Task input
*** Block opens ***

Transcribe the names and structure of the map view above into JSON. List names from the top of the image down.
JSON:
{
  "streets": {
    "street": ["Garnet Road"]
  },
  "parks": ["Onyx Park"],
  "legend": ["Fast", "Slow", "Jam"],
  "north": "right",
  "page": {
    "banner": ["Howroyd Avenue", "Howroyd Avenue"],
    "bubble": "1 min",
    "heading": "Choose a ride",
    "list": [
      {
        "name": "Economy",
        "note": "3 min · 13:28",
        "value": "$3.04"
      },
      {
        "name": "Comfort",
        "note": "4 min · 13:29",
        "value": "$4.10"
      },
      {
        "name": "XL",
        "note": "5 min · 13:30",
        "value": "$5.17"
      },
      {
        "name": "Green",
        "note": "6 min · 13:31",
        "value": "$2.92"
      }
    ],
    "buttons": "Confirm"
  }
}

*** Block closes ***

What is expected
Reproduce the records above with every character intact.

Task result
Transcribe the names and structure of the map view above into JSON. List names from the top of the image down.
JSON:
{
  "streets": {
    "street": ["Garnet Road"]
  },
  "parks": ["Onyx Park"],
  "legend": ["Fast", "Slow", "Jam"],
  "north": "right",
  "page": {
    "banner": ["Howroyd Avenue", "Howroyd Avenue"],
    "bubble": "1 min",
    "heading": "Choose a ride",
    "list": [
      {
        "name": "Economy",
        "note": "3 min · 13:28",
        "value": "$3.04"
      },
      {
        "name": "Comfort",
        "note": "4 min · 13:29",
        "value": "$4.10"
      },
      {
        "name": "XL",
        "note": "5 min · 13:30",
        "value": "$5.17"
      },
      {
        "name": "Green",
        "note": "6 min · 13:31",
        "value": "$2.92"
      }
    ],
    "buttons": "Confirm"
  }
}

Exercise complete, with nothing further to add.